---- DATASET ENTRIES
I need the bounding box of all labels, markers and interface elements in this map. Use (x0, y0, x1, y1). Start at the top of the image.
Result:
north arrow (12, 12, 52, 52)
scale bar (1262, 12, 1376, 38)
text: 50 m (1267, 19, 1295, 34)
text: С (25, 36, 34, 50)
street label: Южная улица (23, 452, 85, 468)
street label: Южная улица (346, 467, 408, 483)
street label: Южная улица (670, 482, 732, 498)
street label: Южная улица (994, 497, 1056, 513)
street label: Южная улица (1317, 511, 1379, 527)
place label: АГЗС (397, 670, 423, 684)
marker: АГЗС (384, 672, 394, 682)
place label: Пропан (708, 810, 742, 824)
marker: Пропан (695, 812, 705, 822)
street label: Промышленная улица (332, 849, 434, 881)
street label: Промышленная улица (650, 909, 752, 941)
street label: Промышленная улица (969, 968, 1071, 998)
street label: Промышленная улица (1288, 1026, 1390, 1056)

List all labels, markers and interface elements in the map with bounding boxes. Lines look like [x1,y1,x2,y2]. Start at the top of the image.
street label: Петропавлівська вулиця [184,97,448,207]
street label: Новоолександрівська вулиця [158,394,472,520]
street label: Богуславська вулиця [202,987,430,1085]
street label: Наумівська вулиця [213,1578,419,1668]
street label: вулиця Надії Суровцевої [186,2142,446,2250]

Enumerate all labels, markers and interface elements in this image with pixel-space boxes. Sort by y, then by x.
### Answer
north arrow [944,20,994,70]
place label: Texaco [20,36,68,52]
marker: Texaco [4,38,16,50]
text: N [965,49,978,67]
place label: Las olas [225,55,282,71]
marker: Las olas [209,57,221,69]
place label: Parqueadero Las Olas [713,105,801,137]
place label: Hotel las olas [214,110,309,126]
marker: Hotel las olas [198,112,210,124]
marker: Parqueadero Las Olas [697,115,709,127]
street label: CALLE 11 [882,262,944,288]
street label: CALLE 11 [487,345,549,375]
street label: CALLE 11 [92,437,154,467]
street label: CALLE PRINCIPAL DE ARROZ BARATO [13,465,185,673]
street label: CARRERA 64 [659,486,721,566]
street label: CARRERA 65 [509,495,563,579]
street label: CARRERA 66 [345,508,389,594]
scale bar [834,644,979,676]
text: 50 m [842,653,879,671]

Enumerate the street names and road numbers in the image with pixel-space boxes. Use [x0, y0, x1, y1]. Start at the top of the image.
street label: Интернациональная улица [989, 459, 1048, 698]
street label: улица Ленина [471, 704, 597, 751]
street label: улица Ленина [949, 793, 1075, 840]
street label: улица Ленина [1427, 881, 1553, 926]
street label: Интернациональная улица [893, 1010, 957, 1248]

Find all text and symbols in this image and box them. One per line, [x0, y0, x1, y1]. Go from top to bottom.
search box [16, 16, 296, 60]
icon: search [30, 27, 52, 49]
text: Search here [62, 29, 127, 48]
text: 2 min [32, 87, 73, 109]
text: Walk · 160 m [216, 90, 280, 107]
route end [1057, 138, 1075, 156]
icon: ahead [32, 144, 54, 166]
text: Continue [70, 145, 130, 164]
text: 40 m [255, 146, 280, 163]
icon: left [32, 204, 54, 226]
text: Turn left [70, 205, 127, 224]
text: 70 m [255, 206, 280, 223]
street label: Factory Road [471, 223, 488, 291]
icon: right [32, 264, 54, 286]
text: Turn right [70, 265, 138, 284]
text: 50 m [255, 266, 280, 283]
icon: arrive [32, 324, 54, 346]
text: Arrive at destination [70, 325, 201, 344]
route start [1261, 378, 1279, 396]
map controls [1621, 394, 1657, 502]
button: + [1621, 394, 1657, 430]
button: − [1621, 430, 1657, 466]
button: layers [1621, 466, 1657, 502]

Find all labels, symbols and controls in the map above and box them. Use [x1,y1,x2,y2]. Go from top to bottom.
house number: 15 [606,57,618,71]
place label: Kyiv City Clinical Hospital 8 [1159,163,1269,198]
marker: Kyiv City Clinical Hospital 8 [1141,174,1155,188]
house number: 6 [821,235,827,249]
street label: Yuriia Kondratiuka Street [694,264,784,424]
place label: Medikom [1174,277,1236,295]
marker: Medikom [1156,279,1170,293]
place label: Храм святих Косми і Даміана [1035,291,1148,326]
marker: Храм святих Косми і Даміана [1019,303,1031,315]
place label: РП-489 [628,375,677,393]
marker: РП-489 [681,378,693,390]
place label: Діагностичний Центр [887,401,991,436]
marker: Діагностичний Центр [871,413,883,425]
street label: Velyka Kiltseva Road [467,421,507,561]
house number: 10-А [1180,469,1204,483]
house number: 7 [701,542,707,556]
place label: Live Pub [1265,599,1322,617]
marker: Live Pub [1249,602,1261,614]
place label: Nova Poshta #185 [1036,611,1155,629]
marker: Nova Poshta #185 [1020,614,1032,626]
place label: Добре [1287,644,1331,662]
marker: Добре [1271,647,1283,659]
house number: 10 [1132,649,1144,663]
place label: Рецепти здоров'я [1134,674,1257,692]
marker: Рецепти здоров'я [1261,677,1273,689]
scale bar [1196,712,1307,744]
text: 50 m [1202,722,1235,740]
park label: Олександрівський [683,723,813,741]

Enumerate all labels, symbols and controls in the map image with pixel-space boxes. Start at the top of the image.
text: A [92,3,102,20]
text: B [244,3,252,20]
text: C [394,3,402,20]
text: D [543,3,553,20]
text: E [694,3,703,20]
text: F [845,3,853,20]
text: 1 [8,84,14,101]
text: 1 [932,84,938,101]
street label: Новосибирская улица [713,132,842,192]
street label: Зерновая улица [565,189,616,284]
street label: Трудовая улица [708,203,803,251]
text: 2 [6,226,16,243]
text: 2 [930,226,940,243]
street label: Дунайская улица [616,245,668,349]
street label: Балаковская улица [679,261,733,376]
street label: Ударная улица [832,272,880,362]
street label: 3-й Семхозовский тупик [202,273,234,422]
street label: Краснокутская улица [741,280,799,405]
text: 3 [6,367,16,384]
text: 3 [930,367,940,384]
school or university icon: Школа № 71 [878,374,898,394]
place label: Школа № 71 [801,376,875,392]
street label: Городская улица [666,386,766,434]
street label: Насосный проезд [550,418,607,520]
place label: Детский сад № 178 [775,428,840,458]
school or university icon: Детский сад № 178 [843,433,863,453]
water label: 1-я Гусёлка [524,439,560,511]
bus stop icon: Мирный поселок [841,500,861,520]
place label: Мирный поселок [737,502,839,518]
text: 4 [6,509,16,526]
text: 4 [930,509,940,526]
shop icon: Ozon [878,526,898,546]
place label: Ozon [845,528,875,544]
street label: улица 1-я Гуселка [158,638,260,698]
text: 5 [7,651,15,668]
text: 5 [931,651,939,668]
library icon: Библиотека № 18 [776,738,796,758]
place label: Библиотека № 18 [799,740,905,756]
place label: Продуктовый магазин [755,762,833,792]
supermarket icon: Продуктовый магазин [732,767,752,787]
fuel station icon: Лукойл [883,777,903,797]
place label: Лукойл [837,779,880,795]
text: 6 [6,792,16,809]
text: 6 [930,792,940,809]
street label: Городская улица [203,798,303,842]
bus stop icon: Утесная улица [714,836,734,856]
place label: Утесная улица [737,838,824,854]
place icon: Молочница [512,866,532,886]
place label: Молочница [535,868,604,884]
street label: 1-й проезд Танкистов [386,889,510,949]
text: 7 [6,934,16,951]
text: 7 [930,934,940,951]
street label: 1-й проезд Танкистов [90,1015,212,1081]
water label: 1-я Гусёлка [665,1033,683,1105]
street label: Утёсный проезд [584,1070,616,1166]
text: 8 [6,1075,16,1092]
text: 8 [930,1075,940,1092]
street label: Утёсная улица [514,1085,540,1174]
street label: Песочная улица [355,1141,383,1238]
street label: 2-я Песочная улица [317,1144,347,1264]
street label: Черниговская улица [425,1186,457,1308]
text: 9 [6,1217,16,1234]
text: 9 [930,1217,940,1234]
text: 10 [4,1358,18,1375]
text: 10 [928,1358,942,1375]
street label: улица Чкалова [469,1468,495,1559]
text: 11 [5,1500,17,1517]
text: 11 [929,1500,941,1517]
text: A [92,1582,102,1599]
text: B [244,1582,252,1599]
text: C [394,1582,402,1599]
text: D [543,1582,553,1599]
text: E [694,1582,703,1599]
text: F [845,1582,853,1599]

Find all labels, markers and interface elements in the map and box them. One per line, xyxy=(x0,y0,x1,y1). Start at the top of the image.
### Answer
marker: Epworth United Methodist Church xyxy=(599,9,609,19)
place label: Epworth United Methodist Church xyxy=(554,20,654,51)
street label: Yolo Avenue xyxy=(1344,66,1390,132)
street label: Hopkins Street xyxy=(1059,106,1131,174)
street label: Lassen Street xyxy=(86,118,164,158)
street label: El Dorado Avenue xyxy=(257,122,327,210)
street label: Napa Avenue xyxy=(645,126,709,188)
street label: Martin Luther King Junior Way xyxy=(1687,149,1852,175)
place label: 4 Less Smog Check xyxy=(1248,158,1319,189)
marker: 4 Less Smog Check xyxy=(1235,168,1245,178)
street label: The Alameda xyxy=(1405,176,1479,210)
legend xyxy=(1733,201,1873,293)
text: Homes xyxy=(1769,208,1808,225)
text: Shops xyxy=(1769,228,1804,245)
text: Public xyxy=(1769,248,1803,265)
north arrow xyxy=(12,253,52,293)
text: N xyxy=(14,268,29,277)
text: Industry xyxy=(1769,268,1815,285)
--------
PROBLEM -
Starting with the line that contains "Find all labels, markers", write out each line through the end of the listing, exactly as it appears, and include nothing else.

REPLY TO THE TASK -
Find all labels, markers and interface elements in the map and box them. One per line, xyxy=(x0,y0,x1,y1). Start at the top of the image.
### Answer
marker: Epworth United Methodist Church xyxy=(599,9,609,19)
place label: Epworth United Methodist Church xyxy=(554,20,654,51)
street label: Yolo Avenue xyxy=(1344,66,1390,132)
street label: Hopkins Street xyxy=(1059,106,1131,174)
street label: Lassen Street xyxy=(86,118,164,158)
street label: El Dorado Avenue xyxy=(257,122,327,210)
street label: Napa Avenue xyxy=(645,126,709,188)
street label: Martin Luther King Junior Way xyxy=(1687,149,1852,175)
place label: 4 Less Smog Check xyxy=(1248,158,1319,189)
marker: 4 Less Smog Check xyxy=(1235,168,1245,178)
street label: The Alameda xyxy=(1405,176,1479,210)
legend xyxy=(1733,201,1873,293)
text: Homes xyxy=(1769,208,1808,225)
text: Shops xyxy=(1769,228,1804,245)
text: Public xyxy=(1769,248,1803,265)
north arrow xyxy=(12,253,52,293)
text: N xyxy=(14,268,29,277)
text: Industry xyxy=(1769,268,1815,285)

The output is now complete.